On September 19, the Vietnam Peace Commemoration Committee hosted a webinar focused on the significant impact of women in the Vietnam era anti-war movement.
The first speaker, Vivian Rothstein, who was drawn to anti-war activism after participating in the Mississippi Freedom Summer, spoke about her participation in a conference in 1967 in Bratislava, Czechoslovakia, with 40 other American peace activists who met with members of the resistance in North and South Vietnam, including Madame Nguyen Thi Binh, a top official with the southern-based National Liberation Front (NLF).

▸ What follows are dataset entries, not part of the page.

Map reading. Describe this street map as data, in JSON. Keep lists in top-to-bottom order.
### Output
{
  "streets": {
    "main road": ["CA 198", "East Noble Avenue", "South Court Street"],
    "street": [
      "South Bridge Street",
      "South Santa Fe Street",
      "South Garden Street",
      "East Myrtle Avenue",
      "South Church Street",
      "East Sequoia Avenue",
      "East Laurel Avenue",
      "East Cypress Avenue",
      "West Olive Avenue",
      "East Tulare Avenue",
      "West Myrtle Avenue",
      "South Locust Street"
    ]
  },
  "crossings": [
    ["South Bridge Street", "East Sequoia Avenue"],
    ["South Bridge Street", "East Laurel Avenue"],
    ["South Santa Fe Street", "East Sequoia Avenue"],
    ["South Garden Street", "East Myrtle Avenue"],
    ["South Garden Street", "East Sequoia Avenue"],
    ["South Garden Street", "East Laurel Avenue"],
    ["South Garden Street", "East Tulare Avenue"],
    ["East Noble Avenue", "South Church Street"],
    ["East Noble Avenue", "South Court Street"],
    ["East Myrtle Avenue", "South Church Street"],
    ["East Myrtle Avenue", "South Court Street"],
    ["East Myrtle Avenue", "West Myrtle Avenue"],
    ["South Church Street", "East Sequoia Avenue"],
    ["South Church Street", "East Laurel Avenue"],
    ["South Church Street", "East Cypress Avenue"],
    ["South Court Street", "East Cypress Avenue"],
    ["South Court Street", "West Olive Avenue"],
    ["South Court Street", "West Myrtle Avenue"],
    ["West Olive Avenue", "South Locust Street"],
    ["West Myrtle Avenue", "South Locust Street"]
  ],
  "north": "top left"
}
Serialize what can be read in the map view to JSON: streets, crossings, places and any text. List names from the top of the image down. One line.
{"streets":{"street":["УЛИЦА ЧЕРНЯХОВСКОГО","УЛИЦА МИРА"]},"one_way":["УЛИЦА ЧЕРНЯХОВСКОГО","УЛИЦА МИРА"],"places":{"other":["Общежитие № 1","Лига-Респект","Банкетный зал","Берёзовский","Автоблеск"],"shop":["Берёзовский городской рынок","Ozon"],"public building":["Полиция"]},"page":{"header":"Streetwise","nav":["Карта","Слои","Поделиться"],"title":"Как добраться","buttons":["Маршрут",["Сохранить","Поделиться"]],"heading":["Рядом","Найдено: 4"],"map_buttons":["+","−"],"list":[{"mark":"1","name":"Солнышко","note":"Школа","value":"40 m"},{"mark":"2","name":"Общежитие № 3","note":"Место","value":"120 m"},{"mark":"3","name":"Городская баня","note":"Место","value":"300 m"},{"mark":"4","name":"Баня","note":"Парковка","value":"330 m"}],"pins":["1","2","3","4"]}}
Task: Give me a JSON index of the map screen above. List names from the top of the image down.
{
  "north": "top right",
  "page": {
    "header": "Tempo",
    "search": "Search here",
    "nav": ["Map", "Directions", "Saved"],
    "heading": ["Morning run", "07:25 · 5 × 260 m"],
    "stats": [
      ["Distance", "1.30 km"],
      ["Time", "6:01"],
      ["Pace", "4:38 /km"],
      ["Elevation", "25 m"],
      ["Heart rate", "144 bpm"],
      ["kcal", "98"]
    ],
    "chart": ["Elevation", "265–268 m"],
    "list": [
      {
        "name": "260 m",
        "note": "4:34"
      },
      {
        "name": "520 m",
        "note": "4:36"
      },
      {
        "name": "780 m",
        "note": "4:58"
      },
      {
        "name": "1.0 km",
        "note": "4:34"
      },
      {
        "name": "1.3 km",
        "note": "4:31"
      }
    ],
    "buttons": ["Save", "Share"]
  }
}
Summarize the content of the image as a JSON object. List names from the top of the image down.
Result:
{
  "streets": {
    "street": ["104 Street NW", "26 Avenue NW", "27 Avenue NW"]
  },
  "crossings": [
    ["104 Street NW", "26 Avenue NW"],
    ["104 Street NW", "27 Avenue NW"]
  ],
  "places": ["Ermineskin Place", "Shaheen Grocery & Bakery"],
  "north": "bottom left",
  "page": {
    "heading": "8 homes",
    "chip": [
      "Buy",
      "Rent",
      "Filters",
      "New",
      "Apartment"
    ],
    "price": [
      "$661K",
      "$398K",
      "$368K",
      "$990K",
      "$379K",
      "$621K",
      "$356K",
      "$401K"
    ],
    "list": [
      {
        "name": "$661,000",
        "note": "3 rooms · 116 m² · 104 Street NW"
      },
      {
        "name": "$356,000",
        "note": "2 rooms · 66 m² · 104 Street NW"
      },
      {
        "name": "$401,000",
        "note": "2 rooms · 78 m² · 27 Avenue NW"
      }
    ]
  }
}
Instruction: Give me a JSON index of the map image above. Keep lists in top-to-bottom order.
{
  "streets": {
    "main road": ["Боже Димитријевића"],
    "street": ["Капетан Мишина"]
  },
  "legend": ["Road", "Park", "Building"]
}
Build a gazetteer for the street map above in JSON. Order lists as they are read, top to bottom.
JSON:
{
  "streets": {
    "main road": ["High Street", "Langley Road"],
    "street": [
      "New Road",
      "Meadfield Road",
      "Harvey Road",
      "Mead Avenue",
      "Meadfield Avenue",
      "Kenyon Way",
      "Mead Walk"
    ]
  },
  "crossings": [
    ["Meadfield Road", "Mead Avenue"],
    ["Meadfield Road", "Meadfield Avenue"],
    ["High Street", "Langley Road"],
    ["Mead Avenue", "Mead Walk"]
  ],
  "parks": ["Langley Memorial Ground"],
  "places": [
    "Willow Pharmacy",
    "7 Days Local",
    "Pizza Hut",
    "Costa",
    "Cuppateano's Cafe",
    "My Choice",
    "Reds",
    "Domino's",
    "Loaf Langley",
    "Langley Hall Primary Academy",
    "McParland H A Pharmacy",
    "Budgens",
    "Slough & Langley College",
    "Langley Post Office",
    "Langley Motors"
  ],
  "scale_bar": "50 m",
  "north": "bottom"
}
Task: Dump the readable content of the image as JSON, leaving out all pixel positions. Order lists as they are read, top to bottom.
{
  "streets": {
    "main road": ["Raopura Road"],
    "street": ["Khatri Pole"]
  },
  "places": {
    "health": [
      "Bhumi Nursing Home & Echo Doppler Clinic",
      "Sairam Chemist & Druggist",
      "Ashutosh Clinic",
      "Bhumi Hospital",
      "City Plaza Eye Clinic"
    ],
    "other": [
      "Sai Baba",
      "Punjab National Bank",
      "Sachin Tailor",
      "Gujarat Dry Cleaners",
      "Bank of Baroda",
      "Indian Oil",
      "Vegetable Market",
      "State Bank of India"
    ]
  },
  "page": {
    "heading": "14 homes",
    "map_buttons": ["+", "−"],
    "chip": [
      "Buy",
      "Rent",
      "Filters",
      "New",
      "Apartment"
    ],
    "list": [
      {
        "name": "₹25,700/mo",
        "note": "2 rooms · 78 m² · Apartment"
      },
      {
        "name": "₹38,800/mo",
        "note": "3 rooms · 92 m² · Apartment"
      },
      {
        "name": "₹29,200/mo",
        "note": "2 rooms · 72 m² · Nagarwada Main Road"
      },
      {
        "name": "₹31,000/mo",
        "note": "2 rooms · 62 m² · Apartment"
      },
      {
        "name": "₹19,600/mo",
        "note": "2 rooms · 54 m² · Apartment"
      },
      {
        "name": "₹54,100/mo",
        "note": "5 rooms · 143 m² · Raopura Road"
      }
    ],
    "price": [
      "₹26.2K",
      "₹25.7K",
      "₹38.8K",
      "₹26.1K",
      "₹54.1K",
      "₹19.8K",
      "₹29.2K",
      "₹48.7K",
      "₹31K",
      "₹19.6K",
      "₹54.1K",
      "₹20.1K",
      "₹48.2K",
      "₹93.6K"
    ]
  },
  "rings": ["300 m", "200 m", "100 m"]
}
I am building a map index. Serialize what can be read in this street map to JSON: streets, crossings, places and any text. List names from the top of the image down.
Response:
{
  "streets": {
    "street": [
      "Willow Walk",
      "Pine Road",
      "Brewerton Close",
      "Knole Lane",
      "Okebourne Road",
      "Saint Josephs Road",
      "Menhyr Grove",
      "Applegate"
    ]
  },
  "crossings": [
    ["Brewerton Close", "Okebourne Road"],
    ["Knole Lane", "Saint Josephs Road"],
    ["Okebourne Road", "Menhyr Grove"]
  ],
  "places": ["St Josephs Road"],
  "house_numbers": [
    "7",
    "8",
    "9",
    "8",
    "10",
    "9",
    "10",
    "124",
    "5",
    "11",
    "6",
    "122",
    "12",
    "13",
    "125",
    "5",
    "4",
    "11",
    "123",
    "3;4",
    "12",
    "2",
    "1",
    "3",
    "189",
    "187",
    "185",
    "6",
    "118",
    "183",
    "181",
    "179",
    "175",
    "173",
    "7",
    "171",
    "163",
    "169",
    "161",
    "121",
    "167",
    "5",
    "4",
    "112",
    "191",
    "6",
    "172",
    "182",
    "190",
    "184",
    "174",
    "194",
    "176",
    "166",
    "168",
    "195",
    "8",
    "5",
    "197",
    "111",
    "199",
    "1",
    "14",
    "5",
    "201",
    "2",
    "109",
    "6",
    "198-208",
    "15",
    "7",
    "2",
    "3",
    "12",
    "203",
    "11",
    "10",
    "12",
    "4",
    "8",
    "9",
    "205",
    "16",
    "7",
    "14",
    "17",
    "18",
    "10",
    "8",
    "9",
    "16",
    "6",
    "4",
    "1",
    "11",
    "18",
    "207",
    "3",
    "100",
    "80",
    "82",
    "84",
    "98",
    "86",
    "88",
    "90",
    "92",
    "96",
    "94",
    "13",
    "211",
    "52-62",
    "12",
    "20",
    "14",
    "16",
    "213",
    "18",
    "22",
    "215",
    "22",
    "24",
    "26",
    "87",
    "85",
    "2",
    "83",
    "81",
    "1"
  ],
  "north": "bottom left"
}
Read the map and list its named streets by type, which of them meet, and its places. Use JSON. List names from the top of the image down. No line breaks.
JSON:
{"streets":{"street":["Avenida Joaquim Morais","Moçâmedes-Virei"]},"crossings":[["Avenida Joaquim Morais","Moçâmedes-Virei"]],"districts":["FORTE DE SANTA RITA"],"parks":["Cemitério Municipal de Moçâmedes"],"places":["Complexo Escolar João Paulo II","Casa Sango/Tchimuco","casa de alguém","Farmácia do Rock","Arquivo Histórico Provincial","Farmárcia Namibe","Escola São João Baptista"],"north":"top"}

The Bratislava conference was co-organized by Tom Hayden, co-founder of the Students for a Democratic Society (SDS), and provided an opportunity for U.S. peace activists to learn directly from Vietnamese about what the U.S. government was doing.
Rothstein said that the Vietnamese women asked to meet separately with the American women who were part of the delegation. They told them about horrific rapes being carried out by U.S. soldiers, bombing of villages, and parachuting of Vietnamese women onto U.S. military bases to serve as sexual playthings for U.S. GIs.
The Vietnamese women hoped that the American women would go back to their communities to tell people what was really going on, with the belief that they would pressure the U.S. government to end the war.
Rothstein said that the Bratislava conference was very meaningful for everyone who participated in it and a good example of people’s diplomacy—citizens getting together, independent of their government, to build ties and work toward peace.
Such efforts are urgently needed in the present day amidst the complete breakdown of U.S. diplomacy—whether in the Middle East, Far East, or toward Russia at a time of escalating conflict that could lead to nuclear war or World War III.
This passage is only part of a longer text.